▶ _Task prompt_:
Reproduce every line of the material below, but drop the pictures.

▶ _Material for this task_:
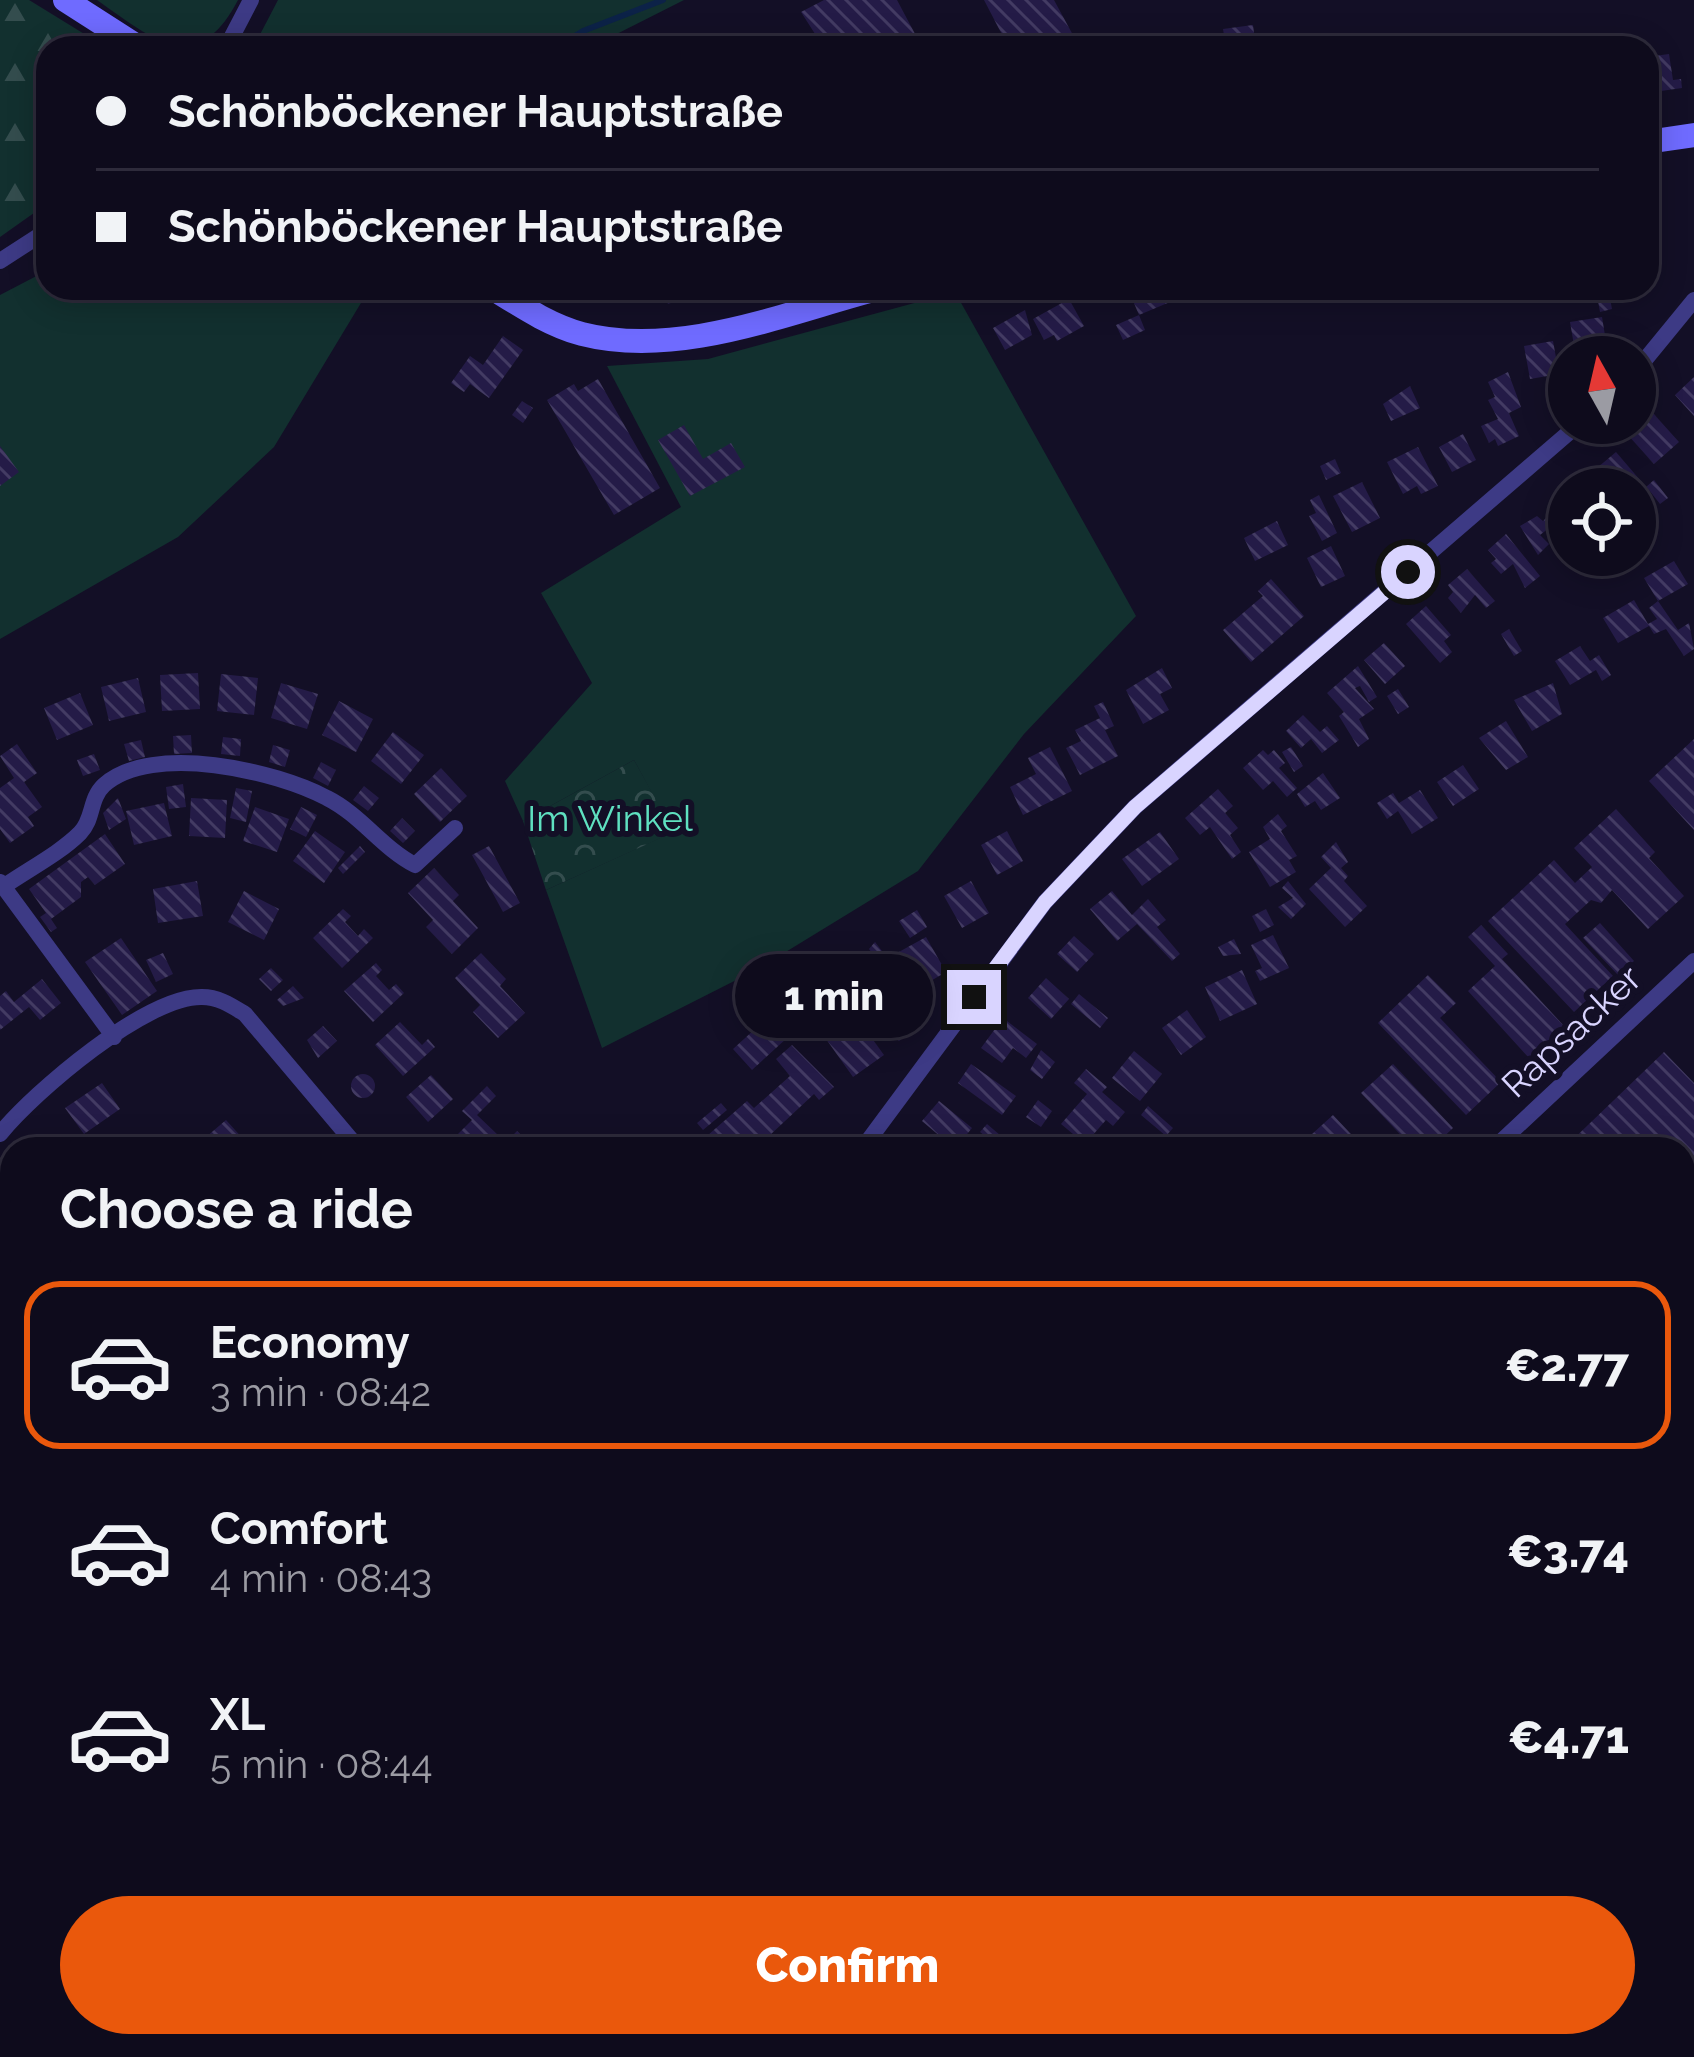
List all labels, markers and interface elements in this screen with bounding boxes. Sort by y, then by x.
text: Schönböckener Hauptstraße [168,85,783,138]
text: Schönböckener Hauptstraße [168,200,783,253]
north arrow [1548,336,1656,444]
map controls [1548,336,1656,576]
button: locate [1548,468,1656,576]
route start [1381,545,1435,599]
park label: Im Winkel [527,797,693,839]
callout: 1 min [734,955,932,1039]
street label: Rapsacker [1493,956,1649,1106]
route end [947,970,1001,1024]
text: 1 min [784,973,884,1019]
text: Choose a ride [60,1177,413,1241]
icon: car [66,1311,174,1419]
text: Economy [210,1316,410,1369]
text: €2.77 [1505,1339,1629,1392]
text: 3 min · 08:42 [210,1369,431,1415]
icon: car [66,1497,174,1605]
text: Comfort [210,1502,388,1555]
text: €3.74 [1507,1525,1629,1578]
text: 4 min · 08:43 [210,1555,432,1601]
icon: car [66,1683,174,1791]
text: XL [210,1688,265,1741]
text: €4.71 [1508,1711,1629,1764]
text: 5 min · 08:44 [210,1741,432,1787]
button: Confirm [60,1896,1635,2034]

▶ _Response area_:
List all labels, markers and interface elements in this screen with bounding boxes. Sort by y, then by x.
text: Schönböckener Hauptstraße [168,85,783,138]
text: Schönböckener Hauptstraße [168,200,783,253]
north arrow [1548,336,1656,444]
map controls [1548,336,1656,576]
button: locate [1548,468,1656,576]
route start [1381,545,1435,599]
park label: Im Winkel [527,797,693,839]
callout: 1 min [734,955,932,1039]
street label: Rapsacker [1493,956,1649,1106]
route end [947,970,1001,1024]
text: 1 min [784,973,884,1019]
text: Choose a ride [60,1177,413,1241]
icon: car [66,1311,174,1419]
text: Economy [210,1316,410,1369]
text: €2.77 [1505,1339,1629,1392]
text: 3 min · 08:42 [210,1369,431,1415]
icon: car [66,1497,174,1605]
text: Comfort [210,1502,388,1555]
text: €3.74 [1507,1525,1629,1578]
text: 4 min · 08:43 [210,1555,432,1601]
icon: car [66,1683,174,1791]
text: XL [210,1688,265,1741]
text: €4.71 [1508,1711,1629,1764]
text: 5 min · 08:44 [210,1741,432,1787]
button: Confirm [60,1896,1635,2034]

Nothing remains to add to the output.